(Stored data)
· · · · · · ·

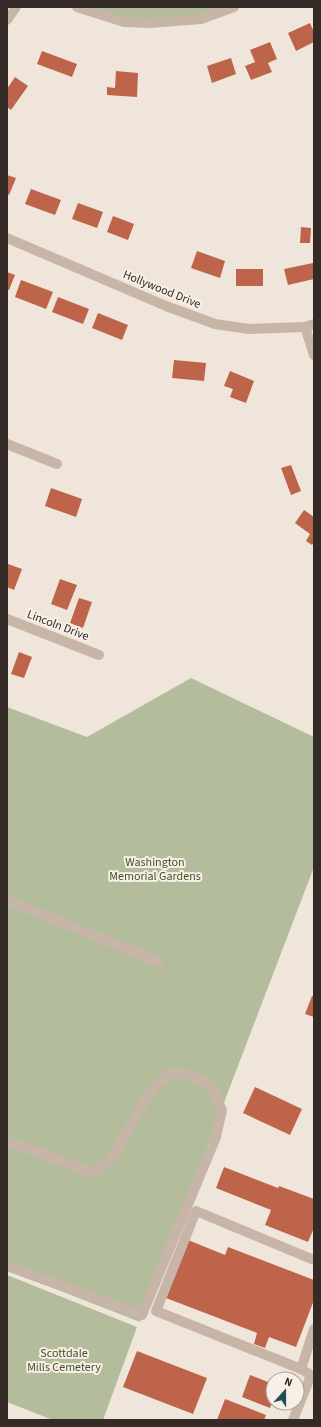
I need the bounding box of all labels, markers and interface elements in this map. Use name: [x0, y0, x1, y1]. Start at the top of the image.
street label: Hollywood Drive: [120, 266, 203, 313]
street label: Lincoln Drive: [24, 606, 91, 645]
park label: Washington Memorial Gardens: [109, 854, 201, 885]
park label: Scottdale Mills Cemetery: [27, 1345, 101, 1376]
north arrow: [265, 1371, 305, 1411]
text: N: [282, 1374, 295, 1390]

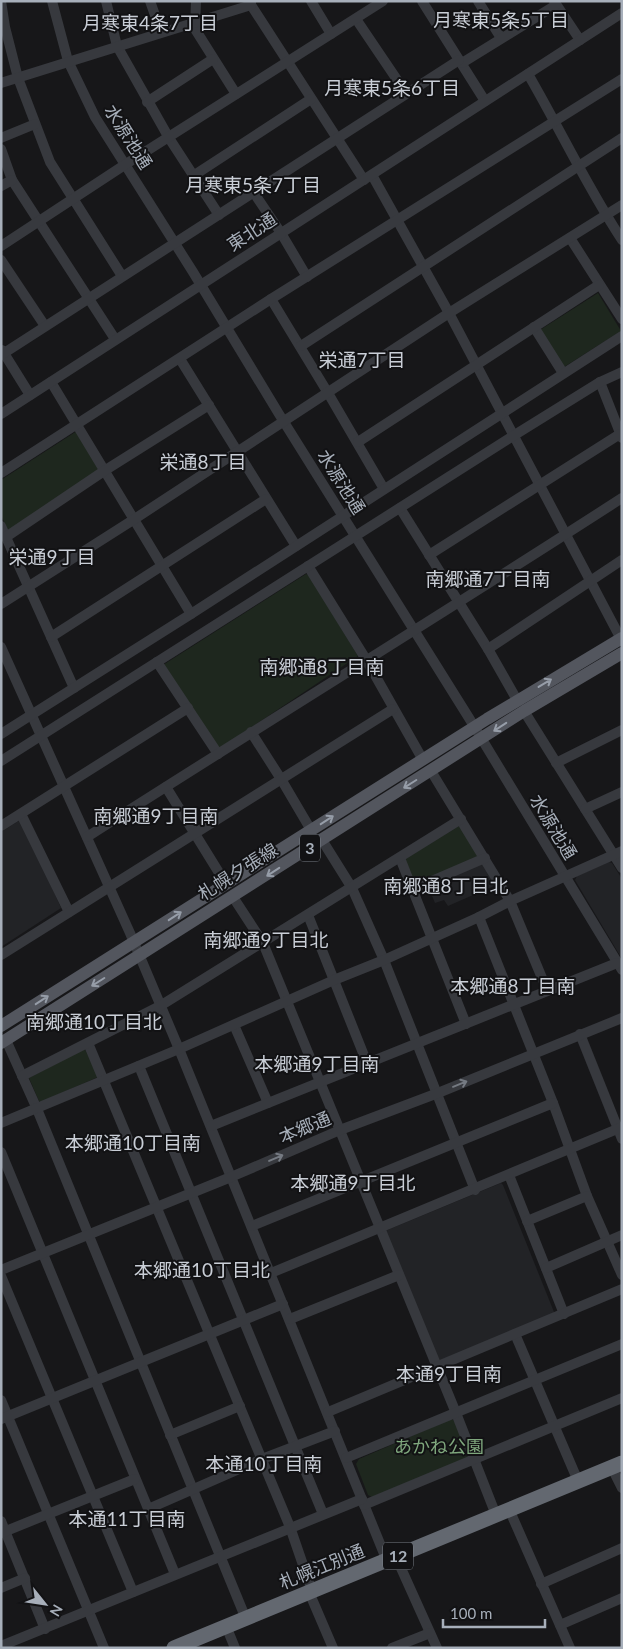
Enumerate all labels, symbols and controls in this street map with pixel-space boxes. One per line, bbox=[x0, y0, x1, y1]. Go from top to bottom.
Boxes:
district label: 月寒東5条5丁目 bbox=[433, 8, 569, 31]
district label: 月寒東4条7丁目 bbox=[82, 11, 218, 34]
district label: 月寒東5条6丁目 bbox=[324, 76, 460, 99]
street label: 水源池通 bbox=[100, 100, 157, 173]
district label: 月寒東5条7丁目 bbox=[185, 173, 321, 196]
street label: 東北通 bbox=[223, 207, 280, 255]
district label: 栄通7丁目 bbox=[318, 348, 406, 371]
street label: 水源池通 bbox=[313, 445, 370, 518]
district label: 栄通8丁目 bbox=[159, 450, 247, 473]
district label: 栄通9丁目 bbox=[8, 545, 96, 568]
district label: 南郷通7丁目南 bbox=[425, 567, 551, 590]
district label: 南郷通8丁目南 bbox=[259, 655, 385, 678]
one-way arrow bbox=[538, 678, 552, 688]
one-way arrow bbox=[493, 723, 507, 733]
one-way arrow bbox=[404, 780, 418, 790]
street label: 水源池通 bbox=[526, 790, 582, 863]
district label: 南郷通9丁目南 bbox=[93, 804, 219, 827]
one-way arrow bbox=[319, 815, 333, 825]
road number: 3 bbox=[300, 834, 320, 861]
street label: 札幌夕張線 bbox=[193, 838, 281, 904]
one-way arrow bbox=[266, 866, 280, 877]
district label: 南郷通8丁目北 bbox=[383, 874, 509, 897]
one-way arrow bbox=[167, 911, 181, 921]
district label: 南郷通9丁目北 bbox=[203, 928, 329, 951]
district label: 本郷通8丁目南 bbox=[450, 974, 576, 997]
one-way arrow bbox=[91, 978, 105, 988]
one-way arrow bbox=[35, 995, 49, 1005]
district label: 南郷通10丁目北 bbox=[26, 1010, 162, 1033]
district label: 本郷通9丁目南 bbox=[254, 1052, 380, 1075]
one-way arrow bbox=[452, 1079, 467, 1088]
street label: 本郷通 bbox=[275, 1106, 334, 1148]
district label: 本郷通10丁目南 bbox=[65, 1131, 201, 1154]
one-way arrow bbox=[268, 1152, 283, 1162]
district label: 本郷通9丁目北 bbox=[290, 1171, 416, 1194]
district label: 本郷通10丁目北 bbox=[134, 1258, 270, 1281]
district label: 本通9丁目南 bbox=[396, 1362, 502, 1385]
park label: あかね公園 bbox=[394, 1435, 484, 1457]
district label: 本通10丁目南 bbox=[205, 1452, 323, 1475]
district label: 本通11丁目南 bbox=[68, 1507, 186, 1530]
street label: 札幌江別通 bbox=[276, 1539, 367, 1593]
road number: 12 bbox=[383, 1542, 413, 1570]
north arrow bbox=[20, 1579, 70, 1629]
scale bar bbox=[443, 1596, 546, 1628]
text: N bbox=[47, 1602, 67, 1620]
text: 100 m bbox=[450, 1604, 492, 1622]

· · · · · · ·

Work task - Filtering the entries above by the word "street", copy each line that matches.

Output below -
street label: Hollywood Drive: [120, 266, 203, 313]
street label: Lincoln Drive: [24, 606, 91, 645]
Enumerate all labels, symbols and controls in this street map with pixel-space boxes. One per line, bbox=[x0, y0, x1, y1]. Go from top to bottom.
street label: 水源池通 bbox=[100, 100, 157, 173]
street label: 東北通 bbox=[223, 207, 280, 255]
street label: 水源池通 bbox=[313, 445, 370, 518]
street label: 水源池通 bbox=[526, 790, 582, 863]
street label: 札幌夕張線 bbox=[193, 838, 281, 904]
street label: 本郷通 bbox=[275, 1106, 334, 1148]
street label: 札幌江別通 bbox=[276, 1539, 367, 1593]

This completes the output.